■ **What needs to be done**:
Print out every line of the material exactly. Include no pictures.

■ **Data provided**:
● ● ● ●

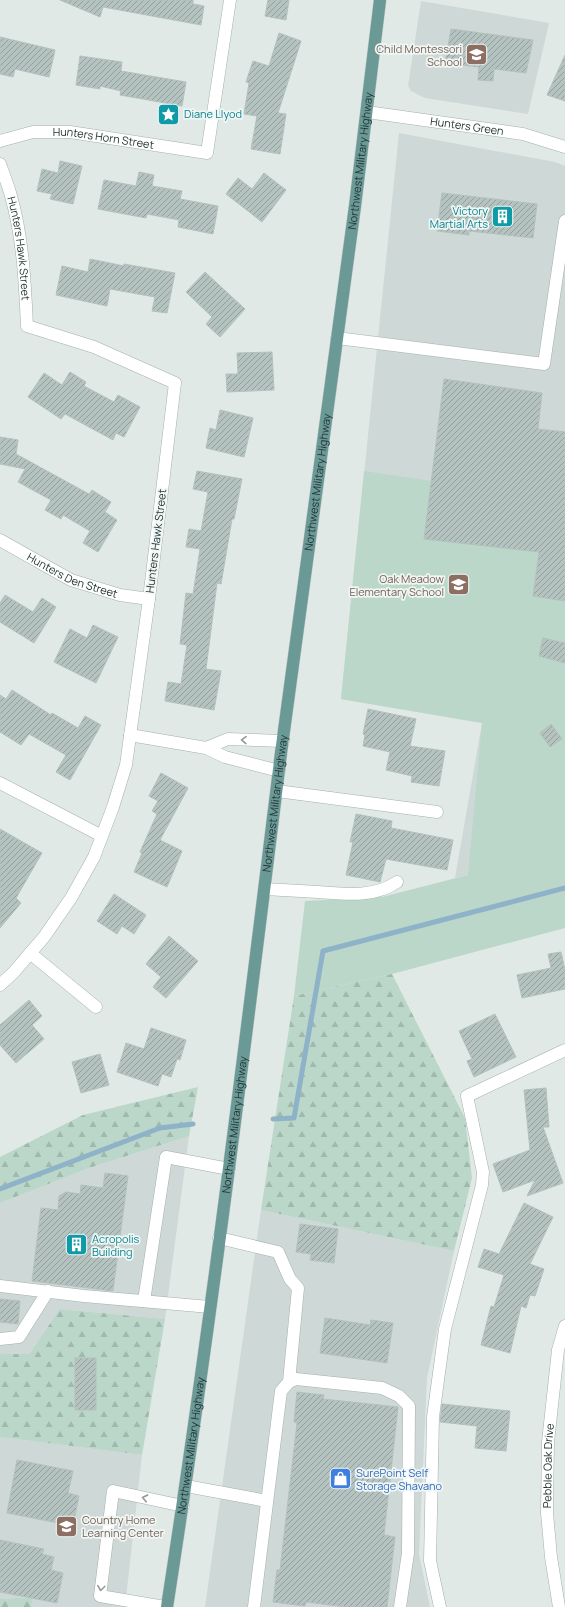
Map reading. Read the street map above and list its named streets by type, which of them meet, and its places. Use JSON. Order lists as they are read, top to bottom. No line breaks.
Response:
{"streets":{"main road":["Northwest Military Highway"],"street":["Hunters Green","Hunters Horn Street","Hunters Hawk Street","Hunters Den Street","Pebble Oak Drive"]},"crossings":[["Hunters Green","Northwest Military Highway"],["Hunters Hawk Street","Hunters Den Street"]],"places":{"school or university":["Child Montessori School","Oak Meadow Elementary School","Country Home Learning Center"],"place":["Diane Llyod"],"building":["Victory Martial Arts","Acropolis Building"],"shop":["SurePoint Self Storage Shavano"]}}
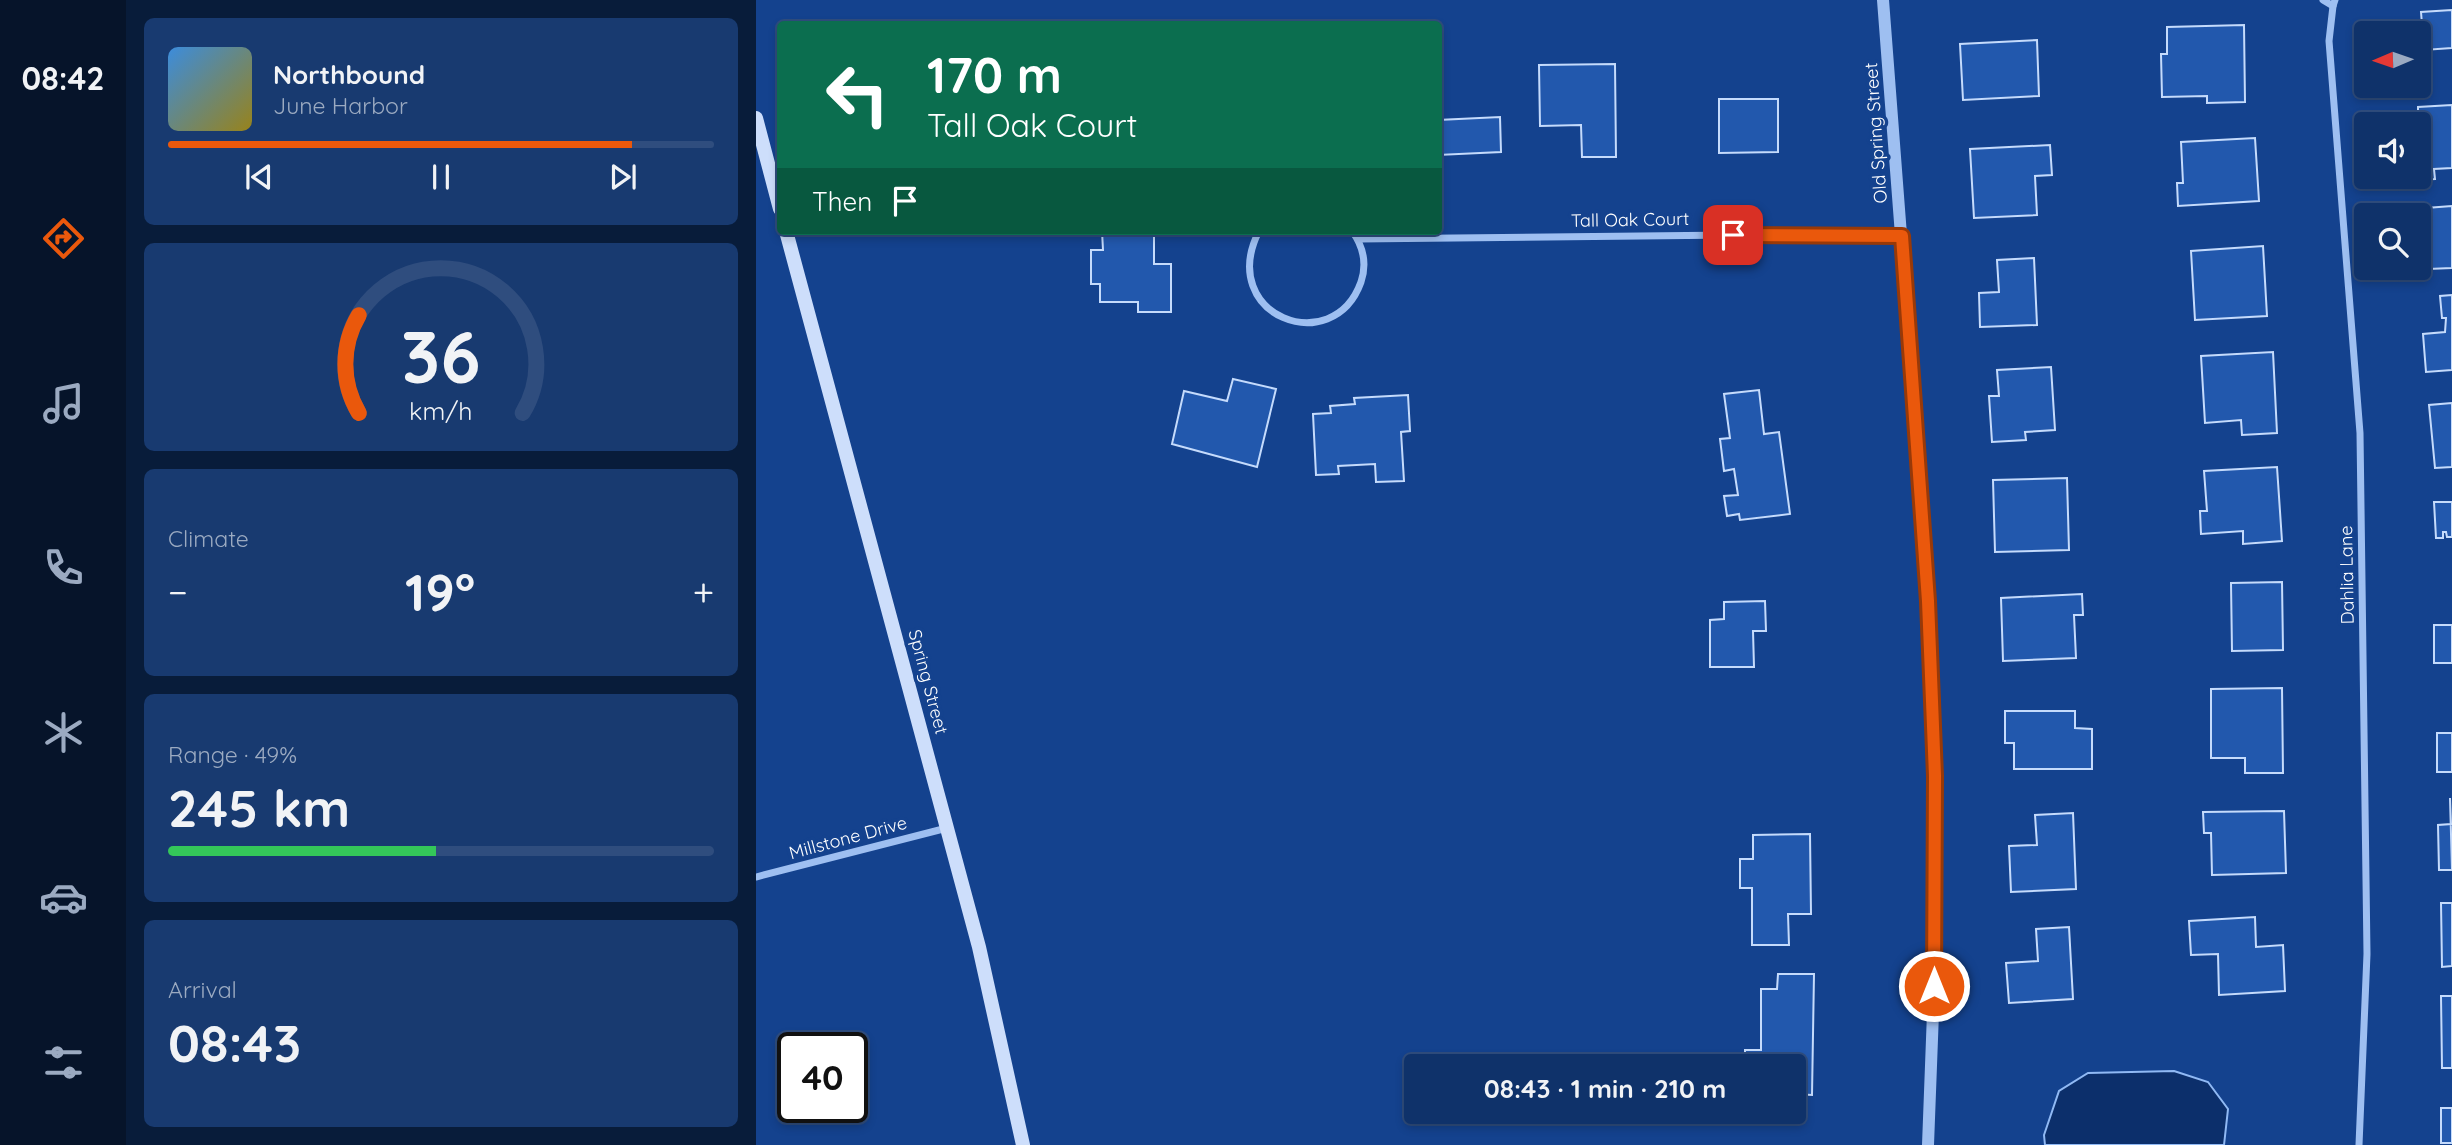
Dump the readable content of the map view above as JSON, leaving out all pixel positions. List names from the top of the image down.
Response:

● ● ● ●

■ **Finished task**:
Map reading. Read the street map above and list its named streets by type, which of them meet, and its places. Use JSON. Order lists as they are read, top to bottom. No line breaks.
Response:
{"streets":{"main road":["Northwest Military Highway"],"street":["Hunters Green","Hunters Horn Street","Hunters Hawk Street","Hunters Den Street","Pebble Oak Drive"]},"crossings":[["Hunters Green","Northwest Military Highway"],["Hunters Hawk Street","Hunters Den Street"]],"places":{"school or university":["Child Montessori School","Oak Meadow Elementary School","Country Home Learning Center"],"place":["Diane Llyod"],"building":["Victory Martial Arts","Acropolis Building"],"shop":["SurePoint Self Storage Shavano"]}}
Dump the readable content of the map view above as JSON, leaving out all pixel positions. List names from the top of the image down.
Response:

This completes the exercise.